23. In addition to the complaints made in relation to how the judgment in default for the amended sum was obtained and executed, the Applicant has also raised the question whether the Plaintiff was in fact the proper administrator for this family given that the Deceased appeared to be polygamous. If he is not then he set out to actively mislead the Court in Mumias to that effect.
24. However, the Application that the Court has to decide now is only whether to allow the Application and strike out the Appeal. In substance, the Appeal is an appeal against a refusal to review. Whether or not a court, however comprised, decides to review its decision is an exercise of discretion. It is that exercise of discretion that is being appealed against. The Parties were directed to serve written submissions. Those that were filed have been carefully considered.
25. The Applicant argues that the Appellant’s failure to comply with the magistrates’ court’s orders should be dealt with firmly by striking out the memorandum of appeal. It is also said that the Appellant has not prosecuted his Appeal.
JUDGMENT
26. It appears to this Court firstly that the Appellant does not feel himself bound by court orders. In relation to the Appeal, the Appellant has failed to prosecute his appeal for very much more than 12 months. It is said the Appeal was admitted for hearing but the memorandum was not served, nor has a record been filed. Further, the Appeal has very little chance of success as the Appellant will have to satisfy the Court that there was an incorrect exercise of discretion in the face of the flagrant disregard of Court orders enumerated in the Application.
27. In the circumstances, the Appeal is dismissed with costs.

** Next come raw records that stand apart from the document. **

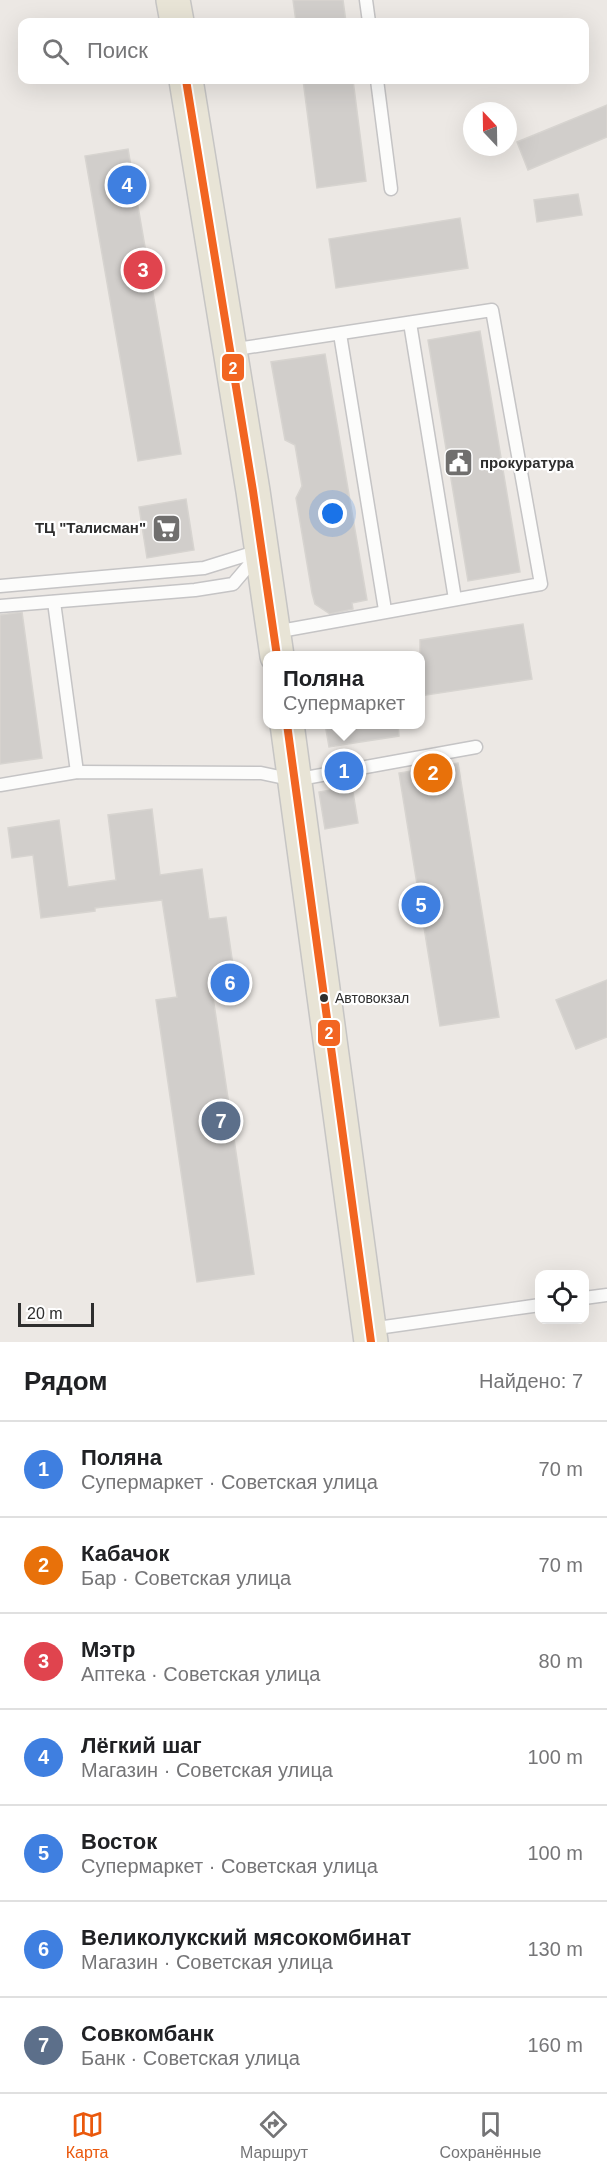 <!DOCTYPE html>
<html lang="ru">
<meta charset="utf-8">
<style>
body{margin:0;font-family:Arial,sans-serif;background:#f6f6f6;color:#202124}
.controls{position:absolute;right:18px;bottom:18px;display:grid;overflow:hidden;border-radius:12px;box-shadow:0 6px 24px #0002}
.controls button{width:54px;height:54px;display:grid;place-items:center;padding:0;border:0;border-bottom:2px solid #e0e0e0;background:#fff;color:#202124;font:30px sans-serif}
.compass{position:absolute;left:463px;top:102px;width:54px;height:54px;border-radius:50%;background:#fff;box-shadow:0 6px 24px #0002;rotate:338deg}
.scale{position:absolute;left:18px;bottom:15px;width:76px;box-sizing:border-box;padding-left:6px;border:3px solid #2e2e2e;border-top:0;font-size:16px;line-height:21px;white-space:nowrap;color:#2e2e2e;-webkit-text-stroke:4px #fff;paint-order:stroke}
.you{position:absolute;left:333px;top:514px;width:21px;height:21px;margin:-15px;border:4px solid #fff;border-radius:50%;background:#1a73e8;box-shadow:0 0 0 9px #1a73e833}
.badge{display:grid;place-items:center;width:39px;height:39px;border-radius:50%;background:#ea580c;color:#fff;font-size:20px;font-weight:700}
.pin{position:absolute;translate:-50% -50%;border:3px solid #fff;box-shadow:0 2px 6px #0006}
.popup{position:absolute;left:263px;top:651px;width:162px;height:78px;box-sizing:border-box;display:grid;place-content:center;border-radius:12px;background:#fff;filter:drop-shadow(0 2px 4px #0005);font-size:20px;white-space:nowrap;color:#757577}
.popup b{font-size:22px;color:#202124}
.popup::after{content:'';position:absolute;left:50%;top:100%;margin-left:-12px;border:12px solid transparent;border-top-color:#fff}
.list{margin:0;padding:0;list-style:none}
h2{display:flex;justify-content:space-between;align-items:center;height:78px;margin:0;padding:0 24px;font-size:26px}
h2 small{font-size:20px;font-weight:400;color:#757577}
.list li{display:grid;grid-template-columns:39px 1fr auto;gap:18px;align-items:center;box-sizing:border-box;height:96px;padding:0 24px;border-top:2px solid #e0e0e0}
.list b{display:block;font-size:22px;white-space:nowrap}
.list p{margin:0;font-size:20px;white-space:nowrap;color:#757577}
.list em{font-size:20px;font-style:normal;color:#757577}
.icon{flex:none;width:33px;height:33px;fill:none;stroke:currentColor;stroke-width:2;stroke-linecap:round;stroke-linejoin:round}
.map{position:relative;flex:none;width:607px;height:1342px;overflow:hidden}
.search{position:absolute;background:#fff;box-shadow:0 6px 24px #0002;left:18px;right:18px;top:18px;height:66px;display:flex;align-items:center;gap:15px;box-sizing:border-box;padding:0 21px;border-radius:12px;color:#757577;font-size:22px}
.sheet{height:750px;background:#fff}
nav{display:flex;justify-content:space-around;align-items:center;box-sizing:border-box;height:84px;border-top:2px solid #e0e0e0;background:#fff;font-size:16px;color:#757577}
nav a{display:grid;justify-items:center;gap:3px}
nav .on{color:#ea580c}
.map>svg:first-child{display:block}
.building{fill:#d1cecb;stroke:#d7d4d0;stroke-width:1.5}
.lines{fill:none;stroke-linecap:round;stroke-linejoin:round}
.service-casing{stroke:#c5c4c5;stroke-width:15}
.primary-casing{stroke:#c6c5c4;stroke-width:36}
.service{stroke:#fcfcfb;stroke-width:12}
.primary{stroke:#e8e4d6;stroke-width:33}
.bus-1-casing{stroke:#fff;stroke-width:12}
.bus-1{stroke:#f26522;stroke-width:8}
.bus-dot{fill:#2e2e2e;stroke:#fff;stroke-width:2}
.labels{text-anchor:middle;stroke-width:4.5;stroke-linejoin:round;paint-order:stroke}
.bus-label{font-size:14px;fill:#2e2e2e;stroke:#fff;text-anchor:start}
.poi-label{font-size:15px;font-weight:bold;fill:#2e2e2e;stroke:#fff;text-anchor:start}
.line-badge{stroke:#fff;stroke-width:2}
.badge-label{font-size:16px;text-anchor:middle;font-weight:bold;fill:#fff}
</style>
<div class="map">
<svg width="607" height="1342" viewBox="0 0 607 1342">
<rect width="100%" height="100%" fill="#ece8e4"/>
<!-- building -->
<g class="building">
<path d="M 293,0 L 343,0 L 346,22 L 296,22 Z"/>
<path d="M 303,80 L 353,80 L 366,181 L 317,188 Z"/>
<path d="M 607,105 L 607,137 L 528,170 L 517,142 Z"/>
<path d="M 128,149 L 181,454 L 138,461 L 85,156 Z"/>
<path d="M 578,194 L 582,215 L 537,222 L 534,200 Z"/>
<path d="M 460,218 L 468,268 L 336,288 L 329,239 Z"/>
<path d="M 480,331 L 520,572 L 468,581 L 428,340 Z"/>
<path d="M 325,354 L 367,600 L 352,603 L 353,609 L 330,614 L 315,604 L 312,593 L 296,498 L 302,486 L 295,445 L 285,440 L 271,362 Z"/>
<path d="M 186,499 L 194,550 L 147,558 L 139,507 Z"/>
<path d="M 22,612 L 42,758 L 0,764 L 0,615 Z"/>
<path d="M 523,624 L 532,679 L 420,696 L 420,640 Z"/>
<path d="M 325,724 L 398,724 L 399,736 L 329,747 Z"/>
<path d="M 458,763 L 499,1017 L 440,1026 L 399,773 Z"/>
<path d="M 352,786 L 358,823 L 325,829 L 319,792 Z"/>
<path d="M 152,809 L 160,875 L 202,869 L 209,919 L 226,917 L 237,993 L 213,997 L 254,1274 L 197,1282 L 156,1000 L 177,997 L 162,900 L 95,908 L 95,911 L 41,918 L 33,855 L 12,858 L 8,828 L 59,820 L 68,887 L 116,880 L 108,815 Z"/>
<path d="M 607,980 L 607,1037 L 576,1049 L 556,1000 Z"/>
</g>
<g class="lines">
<defs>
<g id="service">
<path d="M 366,0 L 369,22"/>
<path d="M 377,80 L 391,189"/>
<path d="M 410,323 L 455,599"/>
<path d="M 340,334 L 385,610"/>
<path d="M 230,350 L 492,310 L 541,584 L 275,632"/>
<path d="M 0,586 L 204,568 L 262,550 L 233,584 L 195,590 L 0,606"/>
<path d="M 54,602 L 77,772"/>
<path d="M 0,785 L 77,772 L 261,773 L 294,780 L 476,747"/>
<path d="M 584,1298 L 607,1295"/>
<path d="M 370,1329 L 540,1305"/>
</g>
<g id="primary">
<path d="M 173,0 L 177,22"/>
<path d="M 186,80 L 253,491 L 277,656"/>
<path d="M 287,724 L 371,1342"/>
</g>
</defs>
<!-- service casing -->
<use href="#service" class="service-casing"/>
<!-- primary casing -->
<use href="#primary" class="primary-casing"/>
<!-- service -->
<use href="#service" class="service"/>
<!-- primary -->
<use href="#primary" class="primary"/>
<defs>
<g id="bus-1">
<path d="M 186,80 L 253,491 L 277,656"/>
<path d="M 287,724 L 371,1342"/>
</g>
</defs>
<!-- bus-1 casing -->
<use href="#bus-1" class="bus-1-casing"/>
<!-- bus-1 -->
<use href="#bus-1" class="bus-1"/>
</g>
<!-- icons -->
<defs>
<symbol id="civic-square" viewBox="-11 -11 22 22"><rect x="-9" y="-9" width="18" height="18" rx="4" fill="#706f6e" stroke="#fff"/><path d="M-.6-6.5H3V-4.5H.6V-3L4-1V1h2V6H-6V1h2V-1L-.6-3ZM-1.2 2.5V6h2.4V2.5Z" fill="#fff"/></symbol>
<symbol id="supermarket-square" viewBox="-11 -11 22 22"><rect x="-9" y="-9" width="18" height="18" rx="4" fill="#706f6e" stroke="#fff"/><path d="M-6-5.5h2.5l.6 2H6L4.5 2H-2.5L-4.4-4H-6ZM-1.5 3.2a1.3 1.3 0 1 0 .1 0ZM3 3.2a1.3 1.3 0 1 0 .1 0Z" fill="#fff"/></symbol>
</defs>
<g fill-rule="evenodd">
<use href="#civic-square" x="442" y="446" width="33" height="33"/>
<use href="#supermarket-square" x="150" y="512" width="33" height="33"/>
</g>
<!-- markers -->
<circle class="bus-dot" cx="324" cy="998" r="5"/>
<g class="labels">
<!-- bus labels -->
<g class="bus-label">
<text x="335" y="1003">Автовокзал</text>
</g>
<!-- poi labels -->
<g class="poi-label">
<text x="480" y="468">прокуратура</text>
<text x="146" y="533" text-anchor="end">ТЦ "Талисман"</text>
</g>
</g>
<g class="line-badge">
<rect x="221" y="353" width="24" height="29" rx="6" fill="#f26522"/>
<rect x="317" y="1019" width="24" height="28" rx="6" fill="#f26522"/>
</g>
<g class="badge-label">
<text x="233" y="374">2</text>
<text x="329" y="1039">2</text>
</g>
</svg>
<div class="controls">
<button><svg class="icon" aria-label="locate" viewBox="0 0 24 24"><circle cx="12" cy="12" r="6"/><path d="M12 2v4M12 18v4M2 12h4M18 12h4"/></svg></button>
</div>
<svg class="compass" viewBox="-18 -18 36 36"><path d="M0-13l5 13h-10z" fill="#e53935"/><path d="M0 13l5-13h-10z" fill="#757577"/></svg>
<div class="scale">20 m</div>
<div class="you"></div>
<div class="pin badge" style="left:344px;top:771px;background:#3f7fe0">1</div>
<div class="popup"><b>Поляна</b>Супермаркет</div>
<div class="pin badge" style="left:433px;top:773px;background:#e8710a">2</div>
<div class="pin badge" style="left:143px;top:270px;background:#e0444e">3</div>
<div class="pin badge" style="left:127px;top:185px;background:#3f7fe0">4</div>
<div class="pin badge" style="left:421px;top:905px;background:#3f7fe0">5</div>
<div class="pin badge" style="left:230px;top:983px;background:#3f7fe0">6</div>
<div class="pin badge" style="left:221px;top:1121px;background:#5c6f8a">7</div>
<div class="search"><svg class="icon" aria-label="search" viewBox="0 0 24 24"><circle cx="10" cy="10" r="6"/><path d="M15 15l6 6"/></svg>Поиск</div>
</div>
<section class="sheet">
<h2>Рядом<small>Найдено: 7</small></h2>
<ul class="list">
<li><span class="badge" style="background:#3f7fe0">1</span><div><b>Поляна</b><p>Супермаркет · Советская улица</p></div><em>70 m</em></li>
<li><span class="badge" style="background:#e8710a">2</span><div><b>Кабачок</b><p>Бар · Советская улица</p></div><em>70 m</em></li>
<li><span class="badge" style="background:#e0444e">3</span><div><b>Мэтр</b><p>Аптека · Советская улица</p></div><em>80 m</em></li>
<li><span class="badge" style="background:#3f7fe0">4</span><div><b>Лёгкий шаг</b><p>Магазин · Советская улица</p></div><em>100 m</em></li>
<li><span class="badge" style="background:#3f7fe0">5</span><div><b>Восток</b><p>Супермаркет · Советская улица</p></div><em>100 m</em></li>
<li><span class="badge" style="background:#3f7fe0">6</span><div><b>Великолукский мясокомбинат</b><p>Магазин · Советская улица</p></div><em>130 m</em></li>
<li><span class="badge" style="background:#5c6f8a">7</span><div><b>Совкомбанк</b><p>Банк · Советская улица</p></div><em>160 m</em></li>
</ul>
</section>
<nav>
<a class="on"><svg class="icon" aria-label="map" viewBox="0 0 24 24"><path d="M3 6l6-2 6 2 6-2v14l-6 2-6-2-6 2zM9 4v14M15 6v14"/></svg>Карта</a>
<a><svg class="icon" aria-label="directions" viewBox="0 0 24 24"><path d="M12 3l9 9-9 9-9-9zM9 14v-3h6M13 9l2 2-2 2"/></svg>Маршрут</a>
<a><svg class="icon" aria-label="saved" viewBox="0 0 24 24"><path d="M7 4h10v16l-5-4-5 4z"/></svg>Сохранённые</a>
</nav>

28. It was not possible to deliver this Judgment when it was scheduled due to the Covid -19 containment rules. Any inconvenience is regretted. Further, after the Judgment was delivered electronically the file became corrupted and had to be re-constituted. In the circumstances, time will only begin to run from 15th December 2021.
Order accordingly,
FARAH S. AMIN
JUDGE
DELIVERED, DATED AND SIGNED THIS THE 19TH DAY OF NOVEMBER 2021 IN KAKAMEGA ONLINE USING MS TEAMS PLATFORM.